▸ **Data section**:
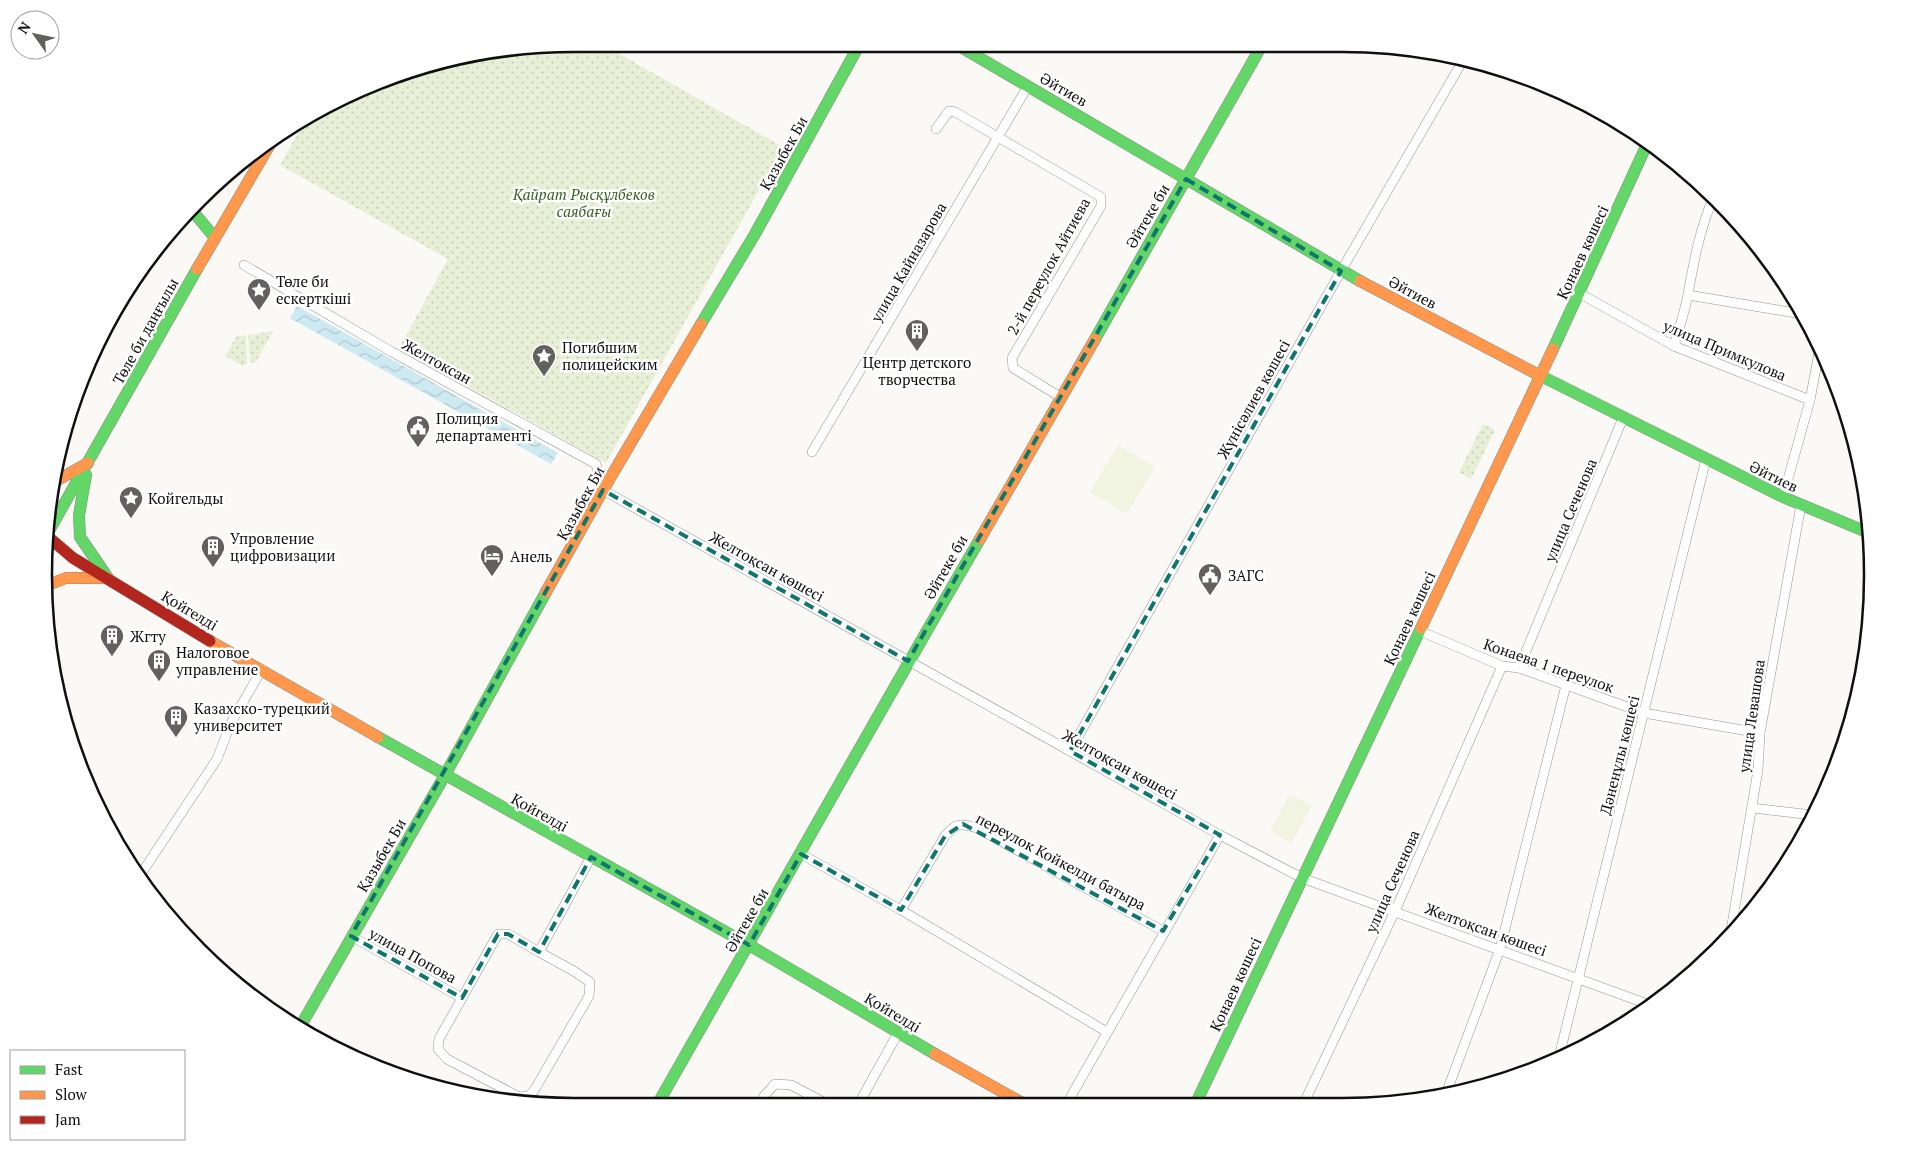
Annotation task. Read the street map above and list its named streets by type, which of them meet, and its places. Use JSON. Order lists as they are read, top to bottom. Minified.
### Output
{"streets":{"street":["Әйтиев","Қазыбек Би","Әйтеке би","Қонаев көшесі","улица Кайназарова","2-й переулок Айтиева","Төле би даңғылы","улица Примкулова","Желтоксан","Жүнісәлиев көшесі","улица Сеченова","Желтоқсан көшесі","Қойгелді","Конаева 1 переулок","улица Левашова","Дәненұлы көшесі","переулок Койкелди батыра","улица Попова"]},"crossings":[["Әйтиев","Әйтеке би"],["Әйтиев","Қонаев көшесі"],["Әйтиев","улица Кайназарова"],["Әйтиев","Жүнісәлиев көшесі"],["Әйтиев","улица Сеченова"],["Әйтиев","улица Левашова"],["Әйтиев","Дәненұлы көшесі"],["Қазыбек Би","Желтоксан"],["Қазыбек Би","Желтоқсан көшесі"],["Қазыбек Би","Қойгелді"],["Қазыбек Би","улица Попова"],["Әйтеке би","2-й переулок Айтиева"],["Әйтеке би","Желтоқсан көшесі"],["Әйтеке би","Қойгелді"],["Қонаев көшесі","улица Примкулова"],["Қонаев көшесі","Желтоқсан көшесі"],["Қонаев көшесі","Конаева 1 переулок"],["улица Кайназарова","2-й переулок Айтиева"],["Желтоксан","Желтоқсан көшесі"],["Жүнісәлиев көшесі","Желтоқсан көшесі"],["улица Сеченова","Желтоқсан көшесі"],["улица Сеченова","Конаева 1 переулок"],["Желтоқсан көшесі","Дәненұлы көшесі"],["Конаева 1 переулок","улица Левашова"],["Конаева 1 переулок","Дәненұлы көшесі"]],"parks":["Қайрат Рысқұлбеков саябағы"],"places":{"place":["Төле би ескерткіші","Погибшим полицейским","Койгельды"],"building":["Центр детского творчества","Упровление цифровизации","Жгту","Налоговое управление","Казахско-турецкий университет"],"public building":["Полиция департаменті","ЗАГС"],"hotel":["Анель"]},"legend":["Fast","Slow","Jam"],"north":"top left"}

▸ **Your instructions**:
Images stay out, but the rest of the data above must be repeated exactly.

▸ **Output for this exercise**:
Annotation task. Read the street map above and list its named streets by type, which of them meet, and its places. Use JSON. Order lists as they are read, top to bottom. Minified.
### Output
{"streets":{"street":["Әйтиев","Қазыбек Би","Әйтеке би","Қонаев көшесі","улица Кайназарова","2-й переулок Айтиева","Төле би даңғылы","улица Примкулова","Желтоксан","Жүнісәлиев көшесі","улица Сеченова","Желтоқсан көшесі","Қойгелді","Конаева 1 переулок","улица Левашова","Дәненұлы көшесі","переулок Койкелди батыра","улица Попова"]},"crossings":[["Әйтиев","Әйтеке би"],["Әйтиев","Қонаев көшесі"],["Әйтиев","улица Кайназарова"],["Әйтиев","Жүнісәлиев көшесі"],["Әйтиев","улица Сеченова"],["Әйтиев","улица Левашова"],["Әйтиев","Дәненұлы көшесі"],["Қазыбек Би","Желтоксан"],["Қазыбек Би","Желтоқсан көшесі"],["Қазыбек Би","Қойгелді"],["Қазыбек Би","улица Попова"],["Әйтеке би","2-й переулок Айтиева"],["Әйтеке би","Желтоқсан көшесі"],["Әйтеке би","Қойгелді"],["Қонаев көшесі","улица Примкулова"],["Қонаев көшесі","Желтоқсан көшесі"],["Қонаев көшесі","Конаева 1 переулок"],["улица Кайназарова","2-й переулок Айтиева"],["Желтоксан","Желтоқсан көшесі"],["Жүнісәлиев көшесі","Желтоқсан көшесі"],["улица Сеченова","Желтоқсан көшесі"],["улица Сеченова","Конаева 1 переулок"],["Желтоқсан көшесі","Дәненұлы көшесі"],["Конаева 1 переулок","улица Левашова"],["Конаева 1 переулок","Дәненұлы көшесі"]],"parks":["Қайрат Рысқұлбеков саябағы"],"places":{"place":["Төле би ескерткіші","Погибшим полицейским","Койгельды"],"building":["Центр детского творчества","Упровление цифровизации","Жгту","Налоговое управление","Казахско-турецкий университет"],"public building":["Полиция департаменті","ЗАГС"],"hotel":["Анель"]},"legend":["Fast","Slow","Jam"],"north":"top left"}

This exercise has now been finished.